Nola was created in partnership with UneeQ and Christchurch based business software developer Jade Software Corporation. Jade CEO, Charlotte Walshe said Nola was designed improve customer experiences and engagement.
“She will be a helpful store concierge at the front entrance, guiding customers and providing information, with the ability to call on her Noel Leeming team members for additional support should the customer desire it."
FaceMe becomes UneeQ
FaceMe was founded in 2009 as a division of Hitech Solutions as a provider of browser based videoconferencing and was spun out in 2012.
The company announced in August that it was changing its name to UneeQ saying its journey had brought it to the point where “we’ve realised we’ve outgrown FaceMe as the brand identity of our company.”
However the UneeQ website (www.digitalhumans.com) is presently only one page which states (at the time of writing): “FaceMe is going global” in six days, and provides a link to the announcement on the FaceMe website.
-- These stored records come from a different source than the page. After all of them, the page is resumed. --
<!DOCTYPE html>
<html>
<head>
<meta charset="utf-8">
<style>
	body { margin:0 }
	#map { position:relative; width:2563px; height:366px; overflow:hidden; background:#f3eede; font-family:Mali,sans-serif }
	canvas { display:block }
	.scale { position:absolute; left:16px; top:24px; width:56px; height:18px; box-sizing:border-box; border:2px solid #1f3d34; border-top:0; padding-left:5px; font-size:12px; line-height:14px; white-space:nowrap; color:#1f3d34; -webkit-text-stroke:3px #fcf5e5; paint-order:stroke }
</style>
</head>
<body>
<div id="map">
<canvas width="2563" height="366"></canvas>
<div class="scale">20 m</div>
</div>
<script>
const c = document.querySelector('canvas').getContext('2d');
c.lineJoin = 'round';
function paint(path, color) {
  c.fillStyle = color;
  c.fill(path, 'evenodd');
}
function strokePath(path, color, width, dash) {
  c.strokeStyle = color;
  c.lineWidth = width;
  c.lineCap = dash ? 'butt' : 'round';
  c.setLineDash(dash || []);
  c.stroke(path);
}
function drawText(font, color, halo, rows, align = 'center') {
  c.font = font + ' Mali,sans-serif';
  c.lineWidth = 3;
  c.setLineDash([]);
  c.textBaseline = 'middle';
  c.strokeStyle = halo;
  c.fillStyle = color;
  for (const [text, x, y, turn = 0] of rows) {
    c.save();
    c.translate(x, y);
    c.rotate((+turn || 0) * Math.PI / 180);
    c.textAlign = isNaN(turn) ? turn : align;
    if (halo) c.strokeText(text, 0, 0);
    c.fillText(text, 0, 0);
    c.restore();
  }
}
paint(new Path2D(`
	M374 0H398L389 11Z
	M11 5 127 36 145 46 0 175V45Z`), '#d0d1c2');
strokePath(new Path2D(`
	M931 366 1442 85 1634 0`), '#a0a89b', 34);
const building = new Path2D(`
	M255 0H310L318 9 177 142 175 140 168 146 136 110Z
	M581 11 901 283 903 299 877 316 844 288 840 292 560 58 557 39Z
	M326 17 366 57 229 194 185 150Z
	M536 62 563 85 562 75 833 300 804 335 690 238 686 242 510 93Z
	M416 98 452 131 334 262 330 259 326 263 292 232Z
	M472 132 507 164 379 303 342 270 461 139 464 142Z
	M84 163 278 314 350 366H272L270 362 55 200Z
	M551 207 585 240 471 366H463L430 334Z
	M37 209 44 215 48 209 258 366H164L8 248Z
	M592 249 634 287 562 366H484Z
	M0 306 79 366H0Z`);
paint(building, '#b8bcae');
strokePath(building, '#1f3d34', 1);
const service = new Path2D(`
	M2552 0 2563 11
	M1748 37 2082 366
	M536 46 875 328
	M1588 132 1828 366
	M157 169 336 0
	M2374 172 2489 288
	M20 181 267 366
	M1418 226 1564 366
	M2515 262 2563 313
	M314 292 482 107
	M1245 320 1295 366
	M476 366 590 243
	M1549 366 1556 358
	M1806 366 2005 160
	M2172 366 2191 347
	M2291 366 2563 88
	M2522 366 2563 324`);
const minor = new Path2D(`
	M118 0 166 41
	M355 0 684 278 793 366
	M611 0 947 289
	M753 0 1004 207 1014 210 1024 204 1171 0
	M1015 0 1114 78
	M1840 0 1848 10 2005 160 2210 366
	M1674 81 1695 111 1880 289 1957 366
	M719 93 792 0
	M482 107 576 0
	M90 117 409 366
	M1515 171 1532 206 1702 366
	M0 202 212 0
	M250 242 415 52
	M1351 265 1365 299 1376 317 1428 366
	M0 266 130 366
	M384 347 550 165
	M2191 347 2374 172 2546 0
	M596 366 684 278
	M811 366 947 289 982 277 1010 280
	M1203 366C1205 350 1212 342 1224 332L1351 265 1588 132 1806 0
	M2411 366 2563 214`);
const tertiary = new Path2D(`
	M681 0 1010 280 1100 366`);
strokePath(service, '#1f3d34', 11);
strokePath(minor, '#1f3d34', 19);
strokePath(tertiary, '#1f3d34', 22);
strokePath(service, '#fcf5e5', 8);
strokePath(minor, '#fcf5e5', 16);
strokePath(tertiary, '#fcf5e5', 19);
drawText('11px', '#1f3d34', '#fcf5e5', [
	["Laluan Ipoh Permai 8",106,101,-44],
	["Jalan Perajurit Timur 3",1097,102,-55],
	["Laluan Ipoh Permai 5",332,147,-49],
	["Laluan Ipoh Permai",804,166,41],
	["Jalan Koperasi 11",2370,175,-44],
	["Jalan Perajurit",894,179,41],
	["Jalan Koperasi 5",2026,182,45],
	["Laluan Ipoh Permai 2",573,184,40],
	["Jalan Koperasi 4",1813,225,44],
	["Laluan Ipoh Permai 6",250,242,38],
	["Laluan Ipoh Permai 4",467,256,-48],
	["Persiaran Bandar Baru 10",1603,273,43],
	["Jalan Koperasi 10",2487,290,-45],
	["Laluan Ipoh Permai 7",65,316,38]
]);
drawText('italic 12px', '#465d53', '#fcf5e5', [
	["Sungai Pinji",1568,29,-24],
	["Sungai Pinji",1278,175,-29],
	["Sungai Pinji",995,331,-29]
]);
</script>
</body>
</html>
In March 2018 the company’s AI avatar, Val, debuted in Auckland airport, answering travellers’ biosecurity questions. In October 2018 Vodafone announced it would use a FaceMe avatar to put a human face onto AI based automated customer service applications.
In April 2019 health insurer Southern Cross Health Society claimed it would become the world’s first health insurer to use a digital human the next NZ company to an AI-powered human-looking digital when it announced plans use FaceMe technology to offer Kiwis a new way to learn about health insurance.